Your objective
Copy out each line below containing "halo".

Material provided
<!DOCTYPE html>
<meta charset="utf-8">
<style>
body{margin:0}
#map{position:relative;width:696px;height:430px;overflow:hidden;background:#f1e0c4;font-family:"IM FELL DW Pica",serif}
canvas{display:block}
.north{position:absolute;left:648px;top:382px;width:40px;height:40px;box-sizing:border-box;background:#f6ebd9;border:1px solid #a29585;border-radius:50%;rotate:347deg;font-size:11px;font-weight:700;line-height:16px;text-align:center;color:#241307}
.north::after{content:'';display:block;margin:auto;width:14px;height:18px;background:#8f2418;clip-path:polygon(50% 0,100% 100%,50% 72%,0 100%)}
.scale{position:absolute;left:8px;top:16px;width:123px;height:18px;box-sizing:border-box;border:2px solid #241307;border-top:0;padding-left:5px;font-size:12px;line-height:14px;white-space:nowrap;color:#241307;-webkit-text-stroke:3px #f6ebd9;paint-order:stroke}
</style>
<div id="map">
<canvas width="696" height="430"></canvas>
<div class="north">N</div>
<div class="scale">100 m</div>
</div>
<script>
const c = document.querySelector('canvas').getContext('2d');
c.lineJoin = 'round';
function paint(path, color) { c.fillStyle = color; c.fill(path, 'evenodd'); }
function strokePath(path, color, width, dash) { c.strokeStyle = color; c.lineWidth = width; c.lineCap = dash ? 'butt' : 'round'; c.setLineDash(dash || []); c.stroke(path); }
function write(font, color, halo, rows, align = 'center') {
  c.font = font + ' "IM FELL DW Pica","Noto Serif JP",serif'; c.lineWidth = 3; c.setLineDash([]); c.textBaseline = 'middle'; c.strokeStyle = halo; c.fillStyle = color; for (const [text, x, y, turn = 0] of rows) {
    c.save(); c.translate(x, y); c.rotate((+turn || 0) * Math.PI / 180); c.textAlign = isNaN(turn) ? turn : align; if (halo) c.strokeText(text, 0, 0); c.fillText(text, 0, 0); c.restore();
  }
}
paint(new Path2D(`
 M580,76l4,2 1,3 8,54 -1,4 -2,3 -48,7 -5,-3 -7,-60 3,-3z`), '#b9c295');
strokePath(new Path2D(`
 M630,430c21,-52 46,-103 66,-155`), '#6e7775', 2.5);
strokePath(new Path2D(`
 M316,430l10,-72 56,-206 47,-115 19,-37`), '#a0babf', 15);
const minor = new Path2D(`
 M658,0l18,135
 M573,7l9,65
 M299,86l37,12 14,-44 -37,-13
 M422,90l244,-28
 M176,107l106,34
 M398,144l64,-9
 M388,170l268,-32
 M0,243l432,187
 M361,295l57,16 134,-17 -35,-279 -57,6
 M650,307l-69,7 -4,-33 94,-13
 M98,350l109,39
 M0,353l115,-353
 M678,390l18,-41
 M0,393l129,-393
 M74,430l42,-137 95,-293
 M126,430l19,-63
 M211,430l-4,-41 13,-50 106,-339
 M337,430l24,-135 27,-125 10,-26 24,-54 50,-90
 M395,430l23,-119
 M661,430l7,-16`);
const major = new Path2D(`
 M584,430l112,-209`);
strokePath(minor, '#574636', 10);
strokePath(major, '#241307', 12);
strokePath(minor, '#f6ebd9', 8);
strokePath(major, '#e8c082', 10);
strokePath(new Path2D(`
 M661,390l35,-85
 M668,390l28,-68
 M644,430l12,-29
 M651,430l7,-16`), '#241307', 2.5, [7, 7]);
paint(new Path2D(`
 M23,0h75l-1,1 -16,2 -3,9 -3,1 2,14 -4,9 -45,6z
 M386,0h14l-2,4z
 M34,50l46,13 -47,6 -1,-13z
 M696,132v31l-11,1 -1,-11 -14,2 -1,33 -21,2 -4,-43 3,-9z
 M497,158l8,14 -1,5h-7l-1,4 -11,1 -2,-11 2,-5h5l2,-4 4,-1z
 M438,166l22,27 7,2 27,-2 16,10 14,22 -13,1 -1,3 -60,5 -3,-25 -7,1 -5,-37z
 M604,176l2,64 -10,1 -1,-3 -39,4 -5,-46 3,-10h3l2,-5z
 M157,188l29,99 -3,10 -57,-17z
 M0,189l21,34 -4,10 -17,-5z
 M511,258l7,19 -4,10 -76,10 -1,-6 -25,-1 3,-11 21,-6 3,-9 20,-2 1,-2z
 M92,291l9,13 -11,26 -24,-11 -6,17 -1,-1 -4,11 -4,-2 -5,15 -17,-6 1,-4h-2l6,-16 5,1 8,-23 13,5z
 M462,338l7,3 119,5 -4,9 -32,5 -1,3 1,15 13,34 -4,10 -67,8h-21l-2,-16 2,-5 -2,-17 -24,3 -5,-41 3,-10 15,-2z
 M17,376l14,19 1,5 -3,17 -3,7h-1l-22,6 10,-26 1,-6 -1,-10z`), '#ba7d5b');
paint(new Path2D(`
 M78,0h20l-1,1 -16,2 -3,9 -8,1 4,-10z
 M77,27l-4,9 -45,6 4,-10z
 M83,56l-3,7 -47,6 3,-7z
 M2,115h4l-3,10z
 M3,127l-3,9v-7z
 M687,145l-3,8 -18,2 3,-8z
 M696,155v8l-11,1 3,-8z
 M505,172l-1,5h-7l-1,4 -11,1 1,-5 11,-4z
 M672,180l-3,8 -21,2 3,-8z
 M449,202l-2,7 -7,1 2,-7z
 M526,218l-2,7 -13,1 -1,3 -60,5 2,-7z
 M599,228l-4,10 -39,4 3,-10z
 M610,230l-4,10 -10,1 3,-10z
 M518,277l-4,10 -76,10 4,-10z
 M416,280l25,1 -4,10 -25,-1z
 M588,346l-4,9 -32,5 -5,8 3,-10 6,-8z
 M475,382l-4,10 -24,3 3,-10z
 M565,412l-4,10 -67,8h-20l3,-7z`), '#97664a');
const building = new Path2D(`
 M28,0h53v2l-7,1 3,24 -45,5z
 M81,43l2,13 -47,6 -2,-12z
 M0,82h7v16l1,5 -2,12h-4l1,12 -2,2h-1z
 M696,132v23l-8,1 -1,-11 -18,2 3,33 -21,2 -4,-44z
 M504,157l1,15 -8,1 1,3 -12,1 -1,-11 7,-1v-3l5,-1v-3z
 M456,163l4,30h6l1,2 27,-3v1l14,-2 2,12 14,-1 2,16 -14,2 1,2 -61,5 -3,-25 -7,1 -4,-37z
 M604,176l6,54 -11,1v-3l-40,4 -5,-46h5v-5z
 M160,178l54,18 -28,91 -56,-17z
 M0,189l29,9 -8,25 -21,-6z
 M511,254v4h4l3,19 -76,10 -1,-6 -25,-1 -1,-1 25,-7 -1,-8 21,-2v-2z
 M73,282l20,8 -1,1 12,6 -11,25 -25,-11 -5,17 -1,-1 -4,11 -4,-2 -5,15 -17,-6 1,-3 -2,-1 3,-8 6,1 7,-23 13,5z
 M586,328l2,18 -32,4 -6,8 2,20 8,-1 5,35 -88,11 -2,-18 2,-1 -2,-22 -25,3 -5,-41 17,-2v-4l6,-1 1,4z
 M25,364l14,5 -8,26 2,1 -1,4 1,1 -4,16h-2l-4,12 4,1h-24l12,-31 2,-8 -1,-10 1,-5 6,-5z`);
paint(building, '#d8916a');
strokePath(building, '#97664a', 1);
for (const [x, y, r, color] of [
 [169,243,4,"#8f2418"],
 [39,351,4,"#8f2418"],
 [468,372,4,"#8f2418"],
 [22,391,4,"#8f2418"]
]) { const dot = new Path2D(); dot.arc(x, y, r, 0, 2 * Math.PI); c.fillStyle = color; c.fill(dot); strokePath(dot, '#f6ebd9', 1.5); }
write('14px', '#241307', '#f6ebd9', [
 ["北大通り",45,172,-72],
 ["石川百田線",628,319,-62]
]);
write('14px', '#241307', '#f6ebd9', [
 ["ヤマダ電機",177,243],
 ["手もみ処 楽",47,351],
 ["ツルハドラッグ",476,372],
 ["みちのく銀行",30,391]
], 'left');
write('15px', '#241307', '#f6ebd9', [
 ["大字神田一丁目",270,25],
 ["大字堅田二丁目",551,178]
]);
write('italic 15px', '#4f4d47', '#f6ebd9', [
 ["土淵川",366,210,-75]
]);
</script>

Finished task
function write(font, color, halo, rows, align = 'center') {
  c.font = font + ' "IM FELL DW Pica","Noto Serif JP",serif'; c.lineWidth = 3; c.setLineDash([]); c.textBaseline = 'middle'; c.strokeStyle = halo; c.fillStyle = color; for (const [text, x, y, turn = 0] of rows) {
    c.save(); c.translate(x, y); c.rotate((+turn || 0) * Math.PI / 180); c.textAlign = isNaN(turn) ? turn : align; if (halo) c.strokeText(text, 0, 0); c.fillText(text, 0, 0); c.restore();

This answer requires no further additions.